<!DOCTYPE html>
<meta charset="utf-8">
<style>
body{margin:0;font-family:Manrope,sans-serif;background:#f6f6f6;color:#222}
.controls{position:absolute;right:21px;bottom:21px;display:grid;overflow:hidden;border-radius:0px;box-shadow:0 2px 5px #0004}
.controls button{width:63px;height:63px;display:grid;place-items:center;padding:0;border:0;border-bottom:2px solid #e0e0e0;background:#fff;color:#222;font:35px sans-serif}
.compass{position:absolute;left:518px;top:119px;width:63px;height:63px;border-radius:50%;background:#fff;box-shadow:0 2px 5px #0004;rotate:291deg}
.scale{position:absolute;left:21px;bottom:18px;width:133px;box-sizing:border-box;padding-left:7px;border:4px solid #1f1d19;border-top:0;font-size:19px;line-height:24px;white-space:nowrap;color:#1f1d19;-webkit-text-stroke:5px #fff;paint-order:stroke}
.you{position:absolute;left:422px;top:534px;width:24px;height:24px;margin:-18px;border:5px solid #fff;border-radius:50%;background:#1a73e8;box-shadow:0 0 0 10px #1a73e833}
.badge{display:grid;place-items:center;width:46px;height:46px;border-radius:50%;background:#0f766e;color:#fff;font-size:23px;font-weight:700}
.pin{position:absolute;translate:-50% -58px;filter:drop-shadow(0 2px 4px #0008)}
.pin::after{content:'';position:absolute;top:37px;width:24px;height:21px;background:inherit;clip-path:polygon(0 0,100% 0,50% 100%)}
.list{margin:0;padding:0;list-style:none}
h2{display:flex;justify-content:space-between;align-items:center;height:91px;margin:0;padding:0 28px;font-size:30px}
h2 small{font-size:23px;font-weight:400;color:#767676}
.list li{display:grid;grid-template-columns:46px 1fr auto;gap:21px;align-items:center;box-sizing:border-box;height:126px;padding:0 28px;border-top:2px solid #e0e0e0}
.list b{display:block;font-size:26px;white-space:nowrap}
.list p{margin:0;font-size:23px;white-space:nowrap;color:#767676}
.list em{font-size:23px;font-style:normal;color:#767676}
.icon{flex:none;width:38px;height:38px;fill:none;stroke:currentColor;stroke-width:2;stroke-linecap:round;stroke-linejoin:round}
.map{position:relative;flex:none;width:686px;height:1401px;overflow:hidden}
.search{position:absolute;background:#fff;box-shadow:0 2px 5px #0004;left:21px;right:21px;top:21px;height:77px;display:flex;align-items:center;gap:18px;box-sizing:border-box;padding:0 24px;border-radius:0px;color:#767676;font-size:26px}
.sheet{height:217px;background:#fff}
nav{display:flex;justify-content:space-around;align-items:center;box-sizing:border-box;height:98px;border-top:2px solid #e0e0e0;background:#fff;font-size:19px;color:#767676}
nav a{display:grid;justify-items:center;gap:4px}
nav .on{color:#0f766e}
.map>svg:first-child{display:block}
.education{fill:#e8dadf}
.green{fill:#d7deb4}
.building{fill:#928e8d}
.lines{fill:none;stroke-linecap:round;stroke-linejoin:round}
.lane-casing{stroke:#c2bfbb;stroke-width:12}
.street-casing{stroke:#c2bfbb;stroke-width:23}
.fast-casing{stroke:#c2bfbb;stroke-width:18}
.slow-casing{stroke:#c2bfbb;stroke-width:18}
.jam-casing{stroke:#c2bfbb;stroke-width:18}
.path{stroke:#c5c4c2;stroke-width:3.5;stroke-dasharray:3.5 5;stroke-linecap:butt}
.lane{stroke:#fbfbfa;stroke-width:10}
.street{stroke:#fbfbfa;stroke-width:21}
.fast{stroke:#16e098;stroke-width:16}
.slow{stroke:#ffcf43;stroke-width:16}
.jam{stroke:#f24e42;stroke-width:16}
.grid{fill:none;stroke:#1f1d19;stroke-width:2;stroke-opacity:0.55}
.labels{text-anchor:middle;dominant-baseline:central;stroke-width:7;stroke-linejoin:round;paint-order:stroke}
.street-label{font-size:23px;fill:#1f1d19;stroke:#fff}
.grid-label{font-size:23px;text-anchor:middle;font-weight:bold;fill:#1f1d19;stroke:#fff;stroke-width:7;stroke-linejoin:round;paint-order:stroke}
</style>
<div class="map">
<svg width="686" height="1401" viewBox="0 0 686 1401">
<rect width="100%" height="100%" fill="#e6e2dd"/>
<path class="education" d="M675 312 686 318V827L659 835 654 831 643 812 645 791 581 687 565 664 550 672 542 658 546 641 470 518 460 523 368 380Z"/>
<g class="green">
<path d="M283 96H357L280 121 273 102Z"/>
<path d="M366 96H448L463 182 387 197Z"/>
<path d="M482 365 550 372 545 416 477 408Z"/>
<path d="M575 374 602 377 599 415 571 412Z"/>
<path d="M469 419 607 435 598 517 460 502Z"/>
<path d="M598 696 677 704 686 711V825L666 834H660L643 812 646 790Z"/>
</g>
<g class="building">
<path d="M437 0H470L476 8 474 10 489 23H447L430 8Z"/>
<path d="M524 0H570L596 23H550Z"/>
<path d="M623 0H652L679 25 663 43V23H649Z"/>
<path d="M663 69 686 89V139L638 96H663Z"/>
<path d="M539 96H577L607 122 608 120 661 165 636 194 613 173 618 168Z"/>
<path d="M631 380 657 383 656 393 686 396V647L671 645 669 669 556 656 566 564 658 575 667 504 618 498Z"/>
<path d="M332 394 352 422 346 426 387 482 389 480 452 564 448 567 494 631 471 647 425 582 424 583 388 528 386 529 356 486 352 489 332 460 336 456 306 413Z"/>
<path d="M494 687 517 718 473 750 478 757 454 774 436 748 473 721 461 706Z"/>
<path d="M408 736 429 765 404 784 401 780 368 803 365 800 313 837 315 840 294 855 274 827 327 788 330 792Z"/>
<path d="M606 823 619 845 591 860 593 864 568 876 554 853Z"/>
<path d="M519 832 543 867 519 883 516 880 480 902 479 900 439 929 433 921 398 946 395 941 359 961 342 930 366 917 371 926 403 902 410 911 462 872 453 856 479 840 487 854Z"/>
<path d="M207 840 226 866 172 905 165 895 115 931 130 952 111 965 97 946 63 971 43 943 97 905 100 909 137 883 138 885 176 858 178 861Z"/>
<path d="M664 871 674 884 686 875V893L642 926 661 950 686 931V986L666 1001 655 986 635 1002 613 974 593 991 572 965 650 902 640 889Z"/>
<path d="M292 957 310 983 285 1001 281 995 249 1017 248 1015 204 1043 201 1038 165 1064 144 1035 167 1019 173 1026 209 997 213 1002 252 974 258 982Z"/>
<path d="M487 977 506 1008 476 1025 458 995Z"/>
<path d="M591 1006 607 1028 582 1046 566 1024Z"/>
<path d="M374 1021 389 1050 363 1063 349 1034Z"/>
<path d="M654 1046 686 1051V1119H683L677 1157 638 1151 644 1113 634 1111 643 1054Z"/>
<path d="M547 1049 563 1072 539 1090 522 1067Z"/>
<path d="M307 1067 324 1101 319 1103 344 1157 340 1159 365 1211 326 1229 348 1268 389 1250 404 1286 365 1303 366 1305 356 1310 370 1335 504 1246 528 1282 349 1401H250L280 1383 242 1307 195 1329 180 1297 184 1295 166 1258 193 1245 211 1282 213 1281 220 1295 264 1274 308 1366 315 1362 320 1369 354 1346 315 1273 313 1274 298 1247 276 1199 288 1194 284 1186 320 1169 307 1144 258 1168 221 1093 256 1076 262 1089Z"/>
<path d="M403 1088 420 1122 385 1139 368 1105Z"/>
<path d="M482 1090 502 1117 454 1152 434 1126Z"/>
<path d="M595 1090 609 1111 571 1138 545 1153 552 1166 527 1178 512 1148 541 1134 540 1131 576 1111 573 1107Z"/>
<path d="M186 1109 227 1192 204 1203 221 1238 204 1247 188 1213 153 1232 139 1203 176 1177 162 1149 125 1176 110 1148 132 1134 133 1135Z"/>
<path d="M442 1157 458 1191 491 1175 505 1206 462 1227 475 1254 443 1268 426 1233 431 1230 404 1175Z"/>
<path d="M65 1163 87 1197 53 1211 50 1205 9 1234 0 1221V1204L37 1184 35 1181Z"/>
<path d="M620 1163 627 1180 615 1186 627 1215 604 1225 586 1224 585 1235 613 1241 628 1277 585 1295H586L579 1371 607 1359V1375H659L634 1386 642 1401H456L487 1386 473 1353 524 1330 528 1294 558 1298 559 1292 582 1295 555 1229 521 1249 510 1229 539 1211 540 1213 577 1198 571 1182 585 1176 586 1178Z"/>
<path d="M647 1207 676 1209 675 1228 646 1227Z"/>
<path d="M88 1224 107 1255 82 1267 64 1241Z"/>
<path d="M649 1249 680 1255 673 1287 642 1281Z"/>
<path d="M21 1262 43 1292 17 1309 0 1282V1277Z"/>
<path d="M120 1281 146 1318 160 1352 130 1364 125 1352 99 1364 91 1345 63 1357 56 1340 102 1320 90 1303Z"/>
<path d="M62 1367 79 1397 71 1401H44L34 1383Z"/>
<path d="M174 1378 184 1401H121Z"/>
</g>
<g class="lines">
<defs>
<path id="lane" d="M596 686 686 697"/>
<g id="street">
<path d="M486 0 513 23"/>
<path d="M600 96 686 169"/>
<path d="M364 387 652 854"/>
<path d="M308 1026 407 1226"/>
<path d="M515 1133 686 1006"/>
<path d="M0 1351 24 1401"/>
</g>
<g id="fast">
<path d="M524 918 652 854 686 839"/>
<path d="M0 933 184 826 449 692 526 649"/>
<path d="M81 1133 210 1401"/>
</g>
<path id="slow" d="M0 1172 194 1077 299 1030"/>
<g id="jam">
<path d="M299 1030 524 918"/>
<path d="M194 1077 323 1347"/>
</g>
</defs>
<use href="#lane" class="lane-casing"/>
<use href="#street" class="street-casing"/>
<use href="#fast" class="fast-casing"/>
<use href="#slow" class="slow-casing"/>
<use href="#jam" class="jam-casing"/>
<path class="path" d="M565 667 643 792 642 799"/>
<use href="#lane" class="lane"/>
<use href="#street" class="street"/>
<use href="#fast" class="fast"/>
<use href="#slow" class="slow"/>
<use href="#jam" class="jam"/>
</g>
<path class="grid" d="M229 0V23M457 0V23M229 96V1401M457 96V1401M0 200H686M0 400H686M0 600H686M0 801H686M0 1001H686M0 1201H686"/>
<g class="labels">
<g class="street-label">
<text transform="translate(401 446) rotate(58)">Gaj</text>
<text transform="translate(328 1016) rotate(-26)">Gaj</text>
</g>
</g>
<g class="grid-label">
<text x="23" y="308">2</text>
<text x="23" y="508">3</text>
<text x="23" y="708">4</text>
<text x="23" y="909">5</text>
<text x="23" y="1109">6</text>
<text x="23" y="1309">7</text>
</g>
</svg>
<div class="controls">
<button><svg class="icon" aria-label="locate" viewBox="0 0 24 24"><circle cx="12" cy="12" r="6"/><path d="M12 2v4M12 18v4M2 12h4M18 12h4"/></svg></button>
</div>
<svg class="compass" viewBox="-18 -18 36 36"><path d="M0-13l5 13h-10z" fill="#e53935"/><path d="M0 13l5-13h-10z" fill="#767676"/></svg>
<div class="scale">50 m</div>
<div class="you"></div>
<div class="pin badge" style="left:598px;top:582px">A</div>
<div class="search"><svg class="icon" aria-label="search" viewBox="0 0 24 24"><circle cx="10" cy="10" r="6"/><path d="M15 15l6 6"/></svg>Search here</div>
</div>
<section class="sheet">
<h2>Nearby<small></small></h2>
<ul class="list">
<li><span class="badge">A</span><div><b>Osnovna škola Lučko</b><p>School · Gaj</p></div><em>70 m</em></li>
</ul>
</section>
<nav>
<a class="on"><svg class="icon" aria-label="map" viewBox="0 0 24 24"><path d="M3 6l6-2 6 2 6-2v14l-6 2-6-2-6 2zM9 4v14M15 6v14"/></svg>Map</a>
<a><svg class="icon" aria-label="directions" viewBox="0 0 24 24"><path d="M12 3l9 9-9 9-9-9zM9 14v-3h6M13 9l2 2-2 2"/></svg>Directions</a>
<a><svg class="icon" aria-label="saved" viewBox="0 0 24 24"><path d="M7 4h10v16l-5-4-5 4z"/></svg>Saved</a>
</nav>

########################################

-- What to produce --
Show all lines in the records above that hold "list".

-- Written solution --
.list{margin:0;padding:0;list-style:none}
.list li{display:grid;grid-template-columns:46px 1fr auto;gap:21px;align-items:center;box-sizing:border-box;height:126px;padding:0 28px;border-top:2px solid #e0e0e0}
.list b{display:block;font-size:26px;white-space:nowrap}
.list p{margin:0;font-size:23px;white-space:nowrap;color:#767676}
.list em{font-size:23px;font-style:normal;color:#767676}
<ul class="list">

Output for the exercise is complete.